Nothing seems funny here. I'll look into the actual stac metadata now -- I didn't initially see any differences after comparing the outputs of to_dict(), but I'll take a closer look.

vlandau commented 2 years ago

Ah, looks like the transform entry in the bad item is just wrong. The math also doesn't make sense for the bounding box, transform, and dimensions (ROWxCOL).

transform for "bad" item (item.properties["transform"]):

'proj:transform': [1e-05,
     0.0,
     -103.0005555556,
     0.0,
     -1e-05,
     31.00055555556,
     0.0,
     0.0,
     1.0]

transform, and dimensions (ROWxCOL)

transform for "good" item ( (item.properties["transform"]):

'proj:transform': [9.2592593e-05,
     0.0,
     -98.0005555563,
     0.0,
     -9.2592593e-05,
     34.0005555558,
     0.0,
     0.0,
     1.0]

You'll notice that these don't line up with the pixel sizes that were output from gdalinfo above, so it looks like the data are correct, but the stac metadata is not.
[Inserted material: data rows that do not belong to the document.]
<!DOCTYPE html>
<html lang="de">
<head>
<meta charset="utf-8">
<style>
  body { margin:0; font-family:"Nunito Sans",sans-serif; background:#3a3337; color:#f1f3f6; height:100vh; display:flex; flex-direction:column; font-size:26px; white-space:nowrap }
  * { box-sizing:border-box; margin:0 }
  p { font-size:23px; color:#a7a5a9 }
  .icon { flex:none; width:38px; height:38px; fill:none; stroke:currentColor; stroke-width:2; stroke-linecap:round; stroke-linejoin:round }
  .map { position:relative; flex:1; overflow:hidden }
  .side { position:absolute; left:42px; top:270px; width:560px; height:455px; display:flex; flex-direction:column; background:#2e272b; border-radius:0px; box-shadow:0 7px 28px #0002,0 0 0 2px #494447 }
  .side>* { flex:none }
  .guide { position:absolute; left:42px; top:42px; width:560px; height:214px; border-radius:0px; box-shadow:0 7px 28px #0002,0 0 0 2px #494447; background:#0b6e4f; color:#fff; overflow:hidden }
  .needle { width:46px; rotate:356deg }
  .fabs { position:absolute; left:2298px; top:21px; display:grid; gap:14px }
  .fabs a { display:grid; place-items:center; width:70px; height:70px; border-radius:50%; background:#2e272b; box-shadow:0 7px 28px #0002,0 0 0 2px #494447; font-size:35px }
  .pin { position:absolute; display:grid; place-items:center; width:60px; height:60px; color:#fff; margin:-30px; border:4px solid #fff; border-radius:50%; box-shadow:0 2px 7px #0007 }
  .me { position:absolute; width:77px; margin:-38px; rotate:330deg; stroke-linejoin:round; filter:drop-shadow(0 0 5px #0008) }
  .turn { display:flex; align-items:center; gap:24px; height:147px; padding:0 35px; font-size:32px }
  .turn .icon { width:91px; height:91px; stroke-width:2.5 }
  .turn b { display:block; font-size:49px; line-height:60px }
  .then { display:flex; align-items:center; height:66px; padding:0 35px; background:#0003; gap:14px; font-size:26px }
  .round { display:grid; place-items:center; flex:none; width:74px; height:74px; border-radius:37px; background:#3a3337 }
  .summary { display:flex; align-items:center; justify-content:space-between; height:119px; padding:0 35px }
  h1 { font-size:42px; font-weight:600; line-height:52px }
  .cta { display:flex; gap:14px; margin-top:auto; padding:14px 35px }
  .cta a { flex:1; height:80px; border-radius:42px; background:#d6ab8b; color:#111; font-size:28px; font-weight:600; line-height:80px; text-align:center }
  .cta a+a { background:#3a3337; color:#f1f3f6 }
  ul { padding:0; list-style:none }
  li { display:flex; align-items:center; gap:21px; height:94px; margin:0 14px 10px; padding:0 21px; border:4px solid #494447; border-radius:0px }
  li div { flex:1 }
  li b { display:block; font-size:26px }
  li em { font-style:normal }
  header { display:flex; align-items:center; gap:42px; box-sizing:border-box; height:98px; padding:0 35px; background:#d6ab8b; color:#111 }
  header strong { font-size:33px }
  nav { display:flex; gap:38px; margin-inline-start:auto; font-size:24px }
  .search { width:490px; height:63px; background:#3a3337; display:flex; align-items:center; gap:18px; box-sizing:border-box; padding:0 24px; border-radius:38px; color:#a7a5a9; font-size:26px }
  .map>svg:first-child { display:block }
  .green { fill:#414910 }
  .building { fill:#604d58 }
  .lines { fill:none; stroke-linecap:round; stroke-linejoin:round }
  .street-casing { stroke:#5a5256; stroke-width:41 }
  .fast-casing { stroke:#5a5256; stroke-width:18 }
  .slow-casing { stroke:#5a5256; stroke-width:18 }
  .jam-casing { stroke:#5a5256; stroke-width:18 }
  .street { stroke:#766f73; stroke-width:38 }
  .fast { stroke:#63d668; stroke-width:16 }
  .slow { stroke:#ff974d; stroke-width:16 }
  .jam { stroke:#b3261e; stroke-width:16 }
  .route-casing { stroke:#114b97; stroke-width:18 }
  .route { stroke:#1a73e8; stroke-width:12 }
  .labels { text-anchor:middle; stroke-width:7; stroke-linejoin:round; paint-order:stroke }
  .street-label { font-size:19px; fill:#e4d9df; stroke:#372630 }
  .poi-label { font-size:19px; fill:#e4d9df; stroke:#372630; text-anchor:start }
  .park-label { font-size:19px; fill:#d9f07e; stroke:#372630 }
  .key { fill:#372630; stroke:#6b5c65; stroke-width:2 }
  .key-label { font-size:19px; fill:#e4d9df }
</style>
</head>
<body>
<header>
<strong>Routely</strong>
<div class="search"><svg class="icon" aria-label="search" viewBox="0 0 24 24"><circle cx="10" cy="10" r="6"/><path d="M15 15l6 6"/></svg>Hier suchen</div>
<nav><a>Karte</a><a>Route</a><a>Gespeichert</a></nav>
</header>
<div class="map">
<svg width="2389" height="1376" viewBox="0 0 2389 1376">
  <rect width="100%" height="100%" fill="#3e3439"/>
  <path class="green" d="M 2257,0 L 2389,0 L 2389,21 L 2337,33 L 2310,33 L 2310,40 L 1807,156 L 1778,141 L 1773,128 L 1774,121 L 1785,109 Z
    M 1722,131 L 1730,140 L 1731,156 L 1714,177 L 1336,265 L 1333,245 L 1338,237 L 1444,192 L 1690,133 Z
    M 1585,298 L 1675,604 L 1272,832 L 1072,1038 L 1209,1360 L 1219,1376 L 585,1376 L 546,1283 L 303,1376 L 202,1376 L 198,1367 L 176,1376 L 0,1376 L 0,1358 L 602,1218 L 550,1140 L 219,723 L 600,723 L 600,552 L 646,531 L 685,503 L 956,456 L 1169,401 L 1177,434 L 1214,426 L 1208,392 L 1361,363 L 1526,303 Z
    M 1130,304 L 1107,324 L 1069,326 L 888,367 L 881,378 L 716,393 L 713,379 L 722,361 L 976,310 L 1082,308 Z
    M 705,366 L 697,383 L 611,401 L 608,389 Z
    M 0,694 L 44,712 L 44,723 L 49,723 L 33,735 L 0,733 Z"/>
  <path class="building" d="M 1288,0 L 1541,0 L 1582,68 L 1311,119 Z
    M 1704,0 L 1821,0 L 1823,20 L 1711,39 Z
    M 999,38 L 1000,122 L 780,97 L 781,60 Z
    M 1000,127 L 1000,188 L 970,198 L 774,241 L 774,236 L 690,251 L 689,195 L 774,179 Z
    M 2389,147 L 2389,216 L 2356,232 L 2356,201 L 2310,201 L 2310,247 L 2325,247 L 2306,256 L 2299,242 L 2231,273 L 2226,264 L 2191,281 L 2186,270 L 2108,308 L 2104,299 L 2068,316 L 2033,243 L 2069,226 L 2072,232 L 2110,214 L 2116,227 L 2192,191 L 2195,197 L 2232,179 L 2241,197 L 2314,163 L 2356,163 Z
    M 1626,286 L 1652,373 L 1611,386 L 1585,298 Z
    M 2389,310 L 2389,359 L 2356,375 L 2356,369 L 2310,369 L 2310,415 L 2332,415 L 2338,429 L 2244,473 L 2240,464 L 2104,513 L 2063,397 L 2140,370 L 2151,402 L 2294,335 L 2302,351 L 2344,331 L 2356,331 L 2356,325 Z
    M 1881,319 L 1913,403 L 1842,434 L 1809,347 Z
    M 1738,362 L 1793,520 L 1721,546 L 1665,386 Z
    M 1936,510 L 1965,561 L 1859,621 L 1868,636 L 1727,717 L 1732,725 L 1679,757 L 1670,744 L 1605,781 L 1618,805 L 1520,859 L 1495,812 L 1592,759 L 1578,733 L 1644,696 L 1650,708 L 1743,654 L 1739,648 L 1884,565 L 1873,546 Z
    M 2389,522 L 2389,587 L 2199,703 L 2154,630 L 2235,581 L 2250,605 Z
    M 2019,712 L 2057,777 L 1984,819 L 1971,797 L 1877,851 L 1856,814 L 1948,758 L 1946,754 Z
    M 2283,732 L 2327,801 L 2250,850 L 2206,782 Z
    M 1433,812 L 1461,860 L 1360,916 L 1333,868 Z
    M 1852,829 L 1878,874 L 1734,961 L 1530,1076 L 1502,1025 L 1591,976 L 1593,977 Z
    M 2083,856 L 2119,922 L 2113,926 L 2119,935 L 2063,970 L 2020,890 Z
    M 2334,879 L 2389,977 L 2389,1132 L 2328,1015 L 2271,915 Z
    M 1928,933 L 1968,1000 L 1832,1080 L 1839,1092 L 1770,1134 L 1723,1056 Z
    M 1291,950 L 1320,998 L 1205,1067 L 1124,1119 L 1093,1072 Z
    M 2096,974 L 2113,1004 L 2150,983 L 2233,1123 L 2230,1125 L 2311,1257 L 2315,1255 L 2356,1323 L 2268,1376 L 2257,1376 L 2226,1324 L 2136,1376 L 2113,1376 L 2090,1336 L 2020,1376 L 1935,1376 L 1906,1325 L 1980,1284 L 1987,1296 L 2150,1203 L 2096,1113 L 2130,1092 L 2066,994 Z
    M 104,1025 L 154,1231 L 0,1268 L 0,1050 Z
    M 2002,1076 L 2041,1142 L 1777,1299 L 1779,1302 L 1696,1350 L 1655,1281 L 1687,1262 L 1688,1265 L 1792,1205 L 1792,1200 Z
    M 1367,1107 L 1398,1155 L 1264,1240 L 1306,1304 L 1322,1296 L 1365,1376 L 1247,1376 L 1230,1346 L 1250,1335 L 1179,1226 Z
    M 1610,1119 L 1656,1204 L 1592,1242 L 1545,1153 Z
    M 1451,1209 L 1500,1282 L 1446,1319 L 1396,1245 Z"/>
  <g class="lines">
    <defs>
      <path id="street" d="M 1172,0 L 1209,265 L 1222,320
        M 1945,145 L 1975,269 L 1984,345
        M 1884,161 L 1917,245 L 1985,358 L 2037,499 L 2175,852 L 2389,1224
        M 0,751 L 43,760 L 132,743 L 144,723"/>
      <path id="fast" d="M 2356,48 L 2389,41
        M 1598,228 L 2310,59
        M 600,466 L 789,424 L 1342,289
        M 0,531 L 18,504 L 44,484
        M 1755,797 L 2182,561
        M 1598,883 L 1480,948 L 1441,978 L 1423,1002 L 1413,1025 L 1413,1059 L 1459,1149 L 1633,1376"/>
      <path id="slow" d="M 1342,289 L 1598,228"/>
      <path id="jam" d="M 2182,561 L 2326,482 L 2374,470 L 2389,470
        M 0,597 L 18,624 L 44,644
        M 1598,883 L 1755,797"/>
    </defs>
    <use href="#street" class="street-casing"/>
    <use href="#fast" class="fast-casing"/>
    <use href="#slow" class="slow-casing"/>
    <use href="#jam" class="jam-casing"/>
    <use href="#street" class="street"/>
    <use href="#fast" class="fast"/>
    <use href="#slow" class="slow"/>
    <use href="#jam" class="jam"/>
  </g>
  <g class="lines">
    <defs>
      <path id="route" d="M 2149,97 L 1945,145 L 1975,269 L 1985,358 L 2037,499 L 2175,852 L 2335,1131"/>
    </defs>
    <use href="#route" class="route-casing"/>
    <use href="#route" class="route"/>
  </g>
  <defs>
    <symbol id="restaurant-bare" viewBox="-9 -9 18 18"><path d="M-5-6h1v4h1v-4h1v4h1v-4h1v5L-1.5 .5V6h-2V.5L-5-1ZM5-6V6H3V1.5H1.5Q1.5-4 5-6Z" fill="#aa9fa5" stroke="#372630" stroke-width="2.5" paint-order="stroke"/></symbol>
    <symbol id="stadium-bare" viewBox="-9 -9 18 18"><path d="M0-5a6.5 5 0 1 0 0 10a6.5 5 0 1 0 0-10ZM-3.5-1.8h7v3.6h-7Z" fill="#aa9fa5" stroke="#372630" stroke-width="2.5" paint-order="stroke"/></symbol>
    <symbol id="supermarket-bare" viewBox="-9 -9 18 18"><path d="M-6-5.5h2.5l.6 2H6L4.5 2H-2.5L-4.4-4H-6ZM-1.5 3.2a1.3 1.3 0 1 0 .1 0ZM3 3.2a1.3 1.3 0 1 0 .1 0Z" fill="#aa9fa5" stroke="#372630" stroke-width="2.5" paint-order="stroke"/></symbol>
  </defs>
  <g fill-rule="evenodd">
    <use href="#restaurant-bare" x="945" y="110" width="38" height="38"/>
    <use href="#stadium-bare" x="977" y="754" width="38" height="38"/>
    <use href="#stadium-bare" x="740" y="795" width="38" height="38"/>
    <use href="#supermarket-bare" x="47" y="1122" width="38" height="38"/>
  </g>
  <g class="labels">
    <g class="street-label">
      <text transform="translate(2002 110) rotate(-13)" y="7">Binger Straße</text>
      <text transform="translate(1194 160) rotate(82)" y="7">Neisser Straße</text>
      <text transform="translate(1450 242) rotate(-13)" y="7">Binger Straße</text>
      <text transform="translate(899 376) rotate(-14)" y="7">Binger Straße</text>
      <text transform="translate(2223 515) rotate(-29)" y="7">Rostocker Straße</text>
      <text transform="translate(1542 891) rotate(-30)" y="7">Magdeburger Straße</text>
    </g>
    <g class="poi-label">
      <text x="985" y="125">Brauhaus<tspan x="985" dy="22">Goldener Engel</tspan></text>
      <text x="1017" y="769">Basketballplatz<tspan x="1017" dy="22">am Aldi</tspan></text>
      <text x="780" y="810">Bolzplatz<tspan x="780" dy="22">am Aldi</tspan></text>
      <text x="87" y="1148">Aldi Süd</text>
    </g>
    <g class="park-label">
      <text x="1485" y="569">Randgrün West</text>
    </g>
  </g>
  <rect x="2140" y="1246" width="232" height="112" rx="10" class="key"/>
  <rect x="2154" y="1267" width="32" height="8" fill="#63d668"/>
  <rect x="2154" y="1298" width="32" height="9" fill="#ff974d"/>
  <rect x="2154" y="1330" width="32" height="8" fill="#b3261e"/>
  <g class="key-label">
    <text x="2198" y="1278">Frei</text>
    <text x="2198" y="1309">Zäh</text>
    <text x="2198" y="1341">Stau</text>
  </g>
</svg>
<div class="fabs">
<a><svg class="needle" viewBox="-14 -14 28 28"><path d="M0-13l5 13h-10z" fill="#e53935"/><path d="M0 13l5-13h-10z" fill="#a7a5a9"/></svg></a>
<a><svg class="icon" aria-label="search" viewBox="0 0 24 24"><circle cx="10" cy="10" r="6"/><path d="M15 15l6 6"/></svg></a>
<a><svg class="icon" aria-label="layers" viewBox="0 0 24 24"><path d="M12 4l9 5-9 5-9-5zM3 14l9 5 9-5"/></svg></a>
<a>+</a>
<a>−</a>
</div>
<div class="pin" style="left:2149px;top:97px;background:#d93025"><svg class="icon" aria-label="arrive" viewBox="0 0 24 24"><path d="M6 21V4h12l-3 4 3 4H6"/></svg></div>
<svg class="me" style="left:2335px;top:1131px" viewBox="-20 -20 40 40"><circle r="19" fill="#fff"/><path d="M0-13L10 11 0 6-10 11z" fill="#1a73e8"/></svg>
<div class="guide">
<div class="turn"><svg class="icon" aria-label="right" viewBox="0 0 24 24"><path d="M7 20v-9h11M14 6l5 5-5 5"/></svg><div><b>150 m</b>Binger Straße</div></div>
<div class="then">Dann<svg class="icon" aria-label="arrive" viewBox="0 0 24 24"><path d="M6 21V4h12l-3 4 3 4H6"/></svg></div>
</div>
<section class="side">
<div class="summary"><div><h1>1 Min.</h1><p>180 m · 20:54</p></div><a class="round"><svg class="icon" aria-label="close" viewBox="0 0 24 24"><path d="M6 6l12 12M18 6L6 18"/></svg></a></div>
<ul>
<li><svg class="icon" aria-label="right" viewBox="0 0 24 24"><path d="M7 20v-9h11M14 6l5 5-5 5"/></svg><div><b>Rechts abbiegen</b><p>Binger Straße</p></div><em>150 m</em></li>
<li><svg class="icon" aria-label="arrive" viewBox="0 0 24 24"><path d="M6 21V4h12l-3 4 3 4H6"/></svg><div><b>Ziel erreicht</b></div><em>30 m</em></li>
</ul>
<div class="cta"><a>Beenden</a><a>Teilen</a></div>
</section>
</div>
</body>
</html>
There are several items where this problem is arising. Based on an admittedly superficial look, all of the problem items also seem to be dated 2013.

TomAugspurger commented 2 years ago

Thanks for tracking that down. We'll look into it.

TomAugspurger commented 1 year ago

Sorry for failing to update the status here. In https://github.com/stactools-packages/threedep/pull/12, we fixed the upstream stactools package used to generate these items.

We'll need to pull that into our pipeline and regenerate all these items.